The High Five with John-Ross Boyce: Your awful Halloween costume

Reading Time: 4 minutes

The Celtic people believed that the veil between this world and the realm of the spirits was gossamer-thin around this time of year. Like, poke it with your finger and open a whole psycho-ethereal conduit. During Samhain, the annual harvest festival that later evolved into Halloween, Celts would carry an ember from an honorific bonfire to their own personal hearth at home, usually in a hallowed out gourd or turnip.

 

So, imagine you’re lugging an Iron Age jack-o-lantern back to your house, and inside this jack-o-lantern is a tiny fire, which, if extinguished, can cause some problems between you and the Celtic God of the Dead. His name is Balor, and even just reading his name gives you the impression that this guy doesn’t screw around at all. It’s not like his name is Cody. It’s friggin’ Balor. And it’s really windy out and that little ember is getting fainter by the second. So you want to take a shortcut through the dark and foreboding forest and get this ember safely in your hearth, but, since there’s an open door policy right now between Planet Earth and the Spirit World, you’re afraid you might run into a sluagh, a dearg due, or one of the other unpronounceable entities in the demonic pantheon of the ancient Irish. They’re very nasty creatures, which, at the very least, will probably knock your hollow turnip out of your hands and say “Whoops” and laugh derisively at you, or, at the very most, will suck all of the blood out of your body. What do you do?

 

You put on a costume. That’s how Halloween costumes got started. Ancient Celts thought to themselves, “Maybe if I put on some really scary get-up, the evil spirits will run away. Or at least I’ll blend in.”

 

Today we wear Halloween costumes for a much different reason: to impress our friends at Halloween parties. I guess if your friends are jerks, it’s sort of the same idea. You wear an awesome costume to avoid the derisive wrath of the people with whom you regularly associate. Unless your costume is stupid. Then prepare for embarrassment and emotional turmoil as you feel the judgmental eyes and wicked tongues of all your so-called “pals”.

 

Below is a litmus test: if any of the following applies to your costume this year, then it sucks.
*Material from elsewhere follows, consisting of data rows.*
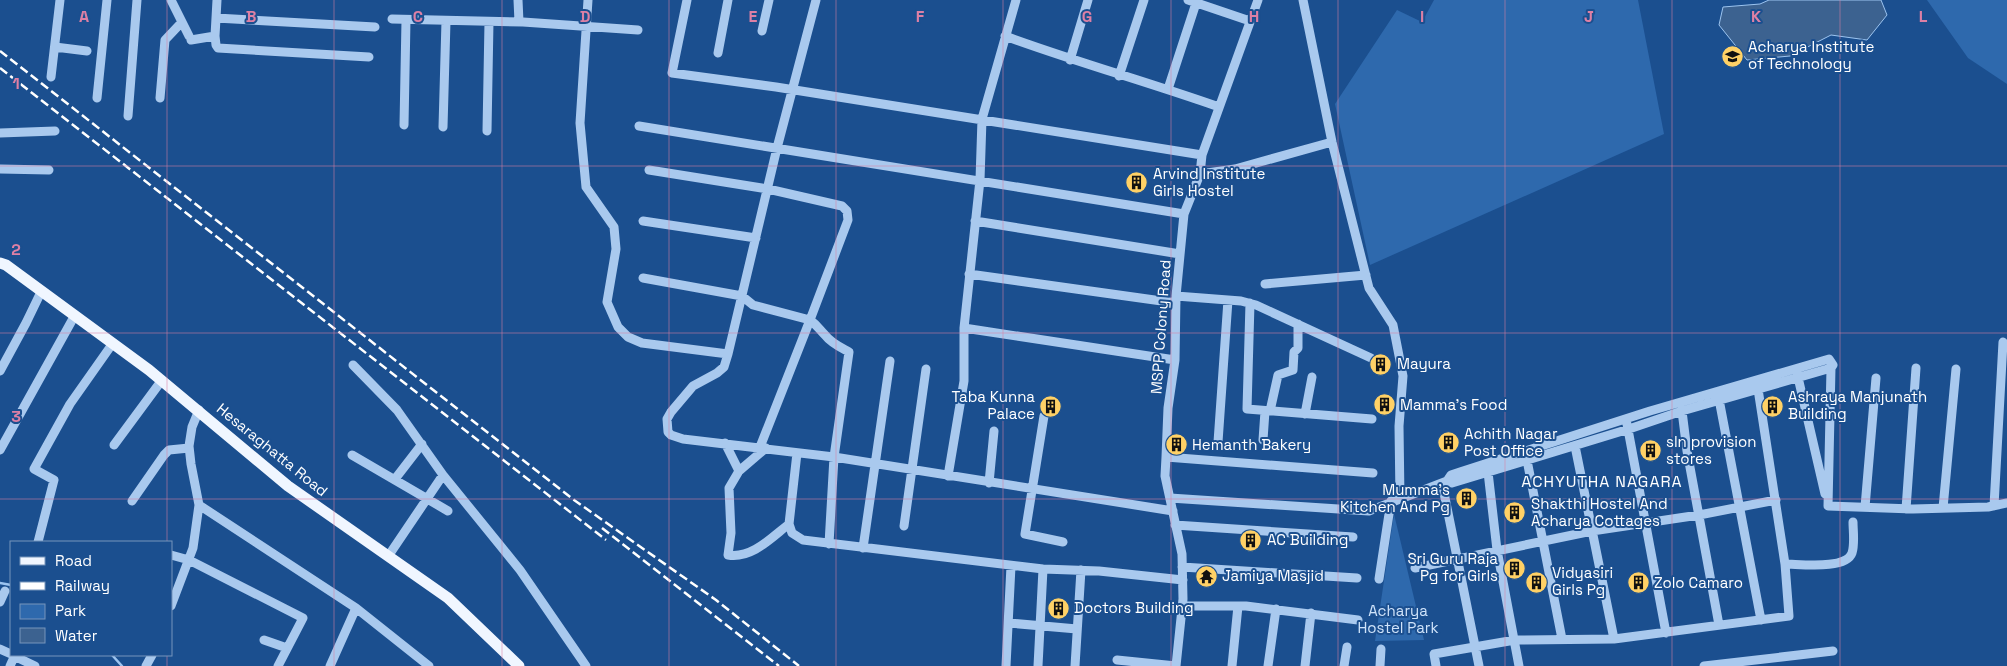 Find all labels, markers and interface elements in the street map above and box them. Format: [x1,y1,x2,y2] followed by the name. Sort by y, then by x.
[79,6,89,27] text: A
[246,6,256,27] text: B
[413,6,423,27] text: C
[580,6,590,27] text: D
[749,6,758,27] text: E
[916,6,925,27] text: F
[1082,6,1092,27] text: G
[1249,6,1259,27] text: H
[1420,6,1424,27] text: I
[1584,6,1594,27] text: J
[1751,6,1761,27] text: K
[1919,6,1928,27] text: L
[1748,37,1874,73] place label: Acharya Institute of Technology
[1720,44,1744,68] school or university icon: Acharya Institute of Technology
[12,73,20,94] text: 1
[1153,164,1265,200] place label: Arvind Institute Girls Hostel
[1125,171,1149,195] building icon: Arvind Institute Girls Hostel
[11,239,21,260] text: 2
[1146,259,1175,395] street label: MSPP Colony Road
[1369,352,1393,376] building icon: Mayura
[1397,354,1451,373] place label: Mayura
[952,387,1035,423] place label: Taba Kunna Palace
[1788,387,1927,423] place label: Ashraya Manjunath Building
[1372,393,1396,417] building icon: Mamma's Food
[1039,394,1063,418] building icon: Taba Kunna Palace
[1760,394,1784,418] building icon: Ashraya Manjunath Building
[1400,395,1507,414] place label: Mamma's Food
[213,399,332,500] street label: Hesaraghatta Road
[11,406,21,427] text: 3
[1464,424,1558,460] place label: Achith Nagar Post Office
[1436,431,1460,455] building icon: Achith Nagar Post Office
[1666,432,1756,468] place label: sln provision stores
[1164,433,1188,457] building icon: Hemanth Bakery
[1192,435,1311,454] place label: Hemanth Bakery
[1638,439,1662,463] building icon: sln provision stores
[1521,471,1683,492] district label: ACHYUTHA NAGARA
[1340,480,1450,516] place label: Mumma's Kitchen And Pg
[1454,487,1478,511] building icon: Mumma's Kitchen And Pg
[1531,494,1668,530] place label: Shakthi Hostel And Acharya Cottages
[1503,501,1527,525] building icon: Shakthi Hostel And Acharya Cottages
[1239,528,1263,552] building icon: AC Building
[1267,530,1348,549] place label: AC Building
[10,541,172,656] legend
[1407,549,1498,585] place label: Sri Guru Raja Pg for Girls
[55,551,92,570] text: Road
[1502,556,1526,580] building icon: Sri Guru Raja Pg for Girls
[1552,563,1613,599] place label: Vidyasiri Girls Pg
[1194,564,1218,588] temple icon: Jamiya Masjid
[1222,566,1324,585] place label: Jamiya Masjid
[1524,570,1548,594] building icon: Vidyasiri Girls Pg
[1626,571,1650,595] building icon: Zolo Camaro
[1654,573,1743,592] place label: Zolo Camaro
[55,576,110,595] text: Railway
[1046,596,1070,620] building icon: Doctors Building
[1074,598,1194,617] place label: Doctors Building
[55,601,86,620] text: Park
[1357,601,1439,637] park label: Acharya Hostel Park
[55,626,98,645] text: Water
This way, you have plenty of time to change it. Happy Halloween, fools!

 

Five Reasons Your Halloween Costume Sucks:

 

  1. You’re going as The Joker. The Heath Ledger one. Because no one saw that one coming a mile away. Actually, you know what? Any incarnation of The Joker is off the list of acceptable costumes now. Cesar Romero’s Joker, Jack Nicholson’s Joker, or any variation. Don’t slap clown make-up on your face and put on your work uniform and come as “Joker, if he ran the drive-thru at Burger King”. Don’t come as the Joker and tell everyone that you’re doing it ironically. Irony is for jerks. Your Ledger impression is awful and so are most of your ideas.
  2. Your costume mostly consists of lingerie. This means you, ladies. You bought a teddy and a garter belt from Victoria’s Secret two years ago, in anticipation of your wedding night. Now it’s 2011, you’re still single, pretending you love it and you haven’t met a man who makes all that complex underwear worth donning. Halloween is not the occasion to justify a regrettable purchase. Putting animal ears on along with your lingerie doesn’t make you a cat or a gazelle or a sexy chimpanzee. I’ve watched all of “Planet Earth” and I’ve never seen a creature, great or small, who dresses like a desperate hooker. You ladies who wear this costume are the reason why men think women aren’t creative or cerebral. Stop holding back the feminist fight and put on a real costume.
  3. Your costume was bought at the store and includes the word “kit” in it. If you want to be a redneck, you can find a Crystal Gale shirt and cut the sleeves off it. You can grow out your own mullet. If you want to be a vampire, find a friend with a sewing machine and commission a cape. The components of a Halloween costume can be easily assembled with a little effort. Even if you don’t make everything, there’s no shame in finding and purchasing the right wig, or a gnarly set of fake teeth. But if your costume came from a plastic bag in Wal-Mart, next to a 10-pound sack of fun-sized candy bars, you’re sending a certain message to the world. That message is “I’m a lazy turd, and I think I deserve candy for it.”
  4. You decided to go as the dead or zombie version of someone famous. I know you think that it’s creative and original. But it’s not. Everyone has already thought of that idea. It’s Halloween, for crying out loud. Dead things are on most people’s minds. Unless someone famous has keeled over in the two weeks before Halloween, going as a decaying or zombie celebrity implies that you went as that living celebrity last year and you splashed some fake blood on it. That being said, those of you who are planning on going as a very pale version of Steve Jobs, be forewarned that one hundred other people in your town are going to be wearing the exact same thing. It’s kind of a lose-lose situation.
  5. You’ve released your inner Jersey and your costume is Snookie or The Situation or any of those idiots. We don’t any more reminders that such brainless degenerates exist.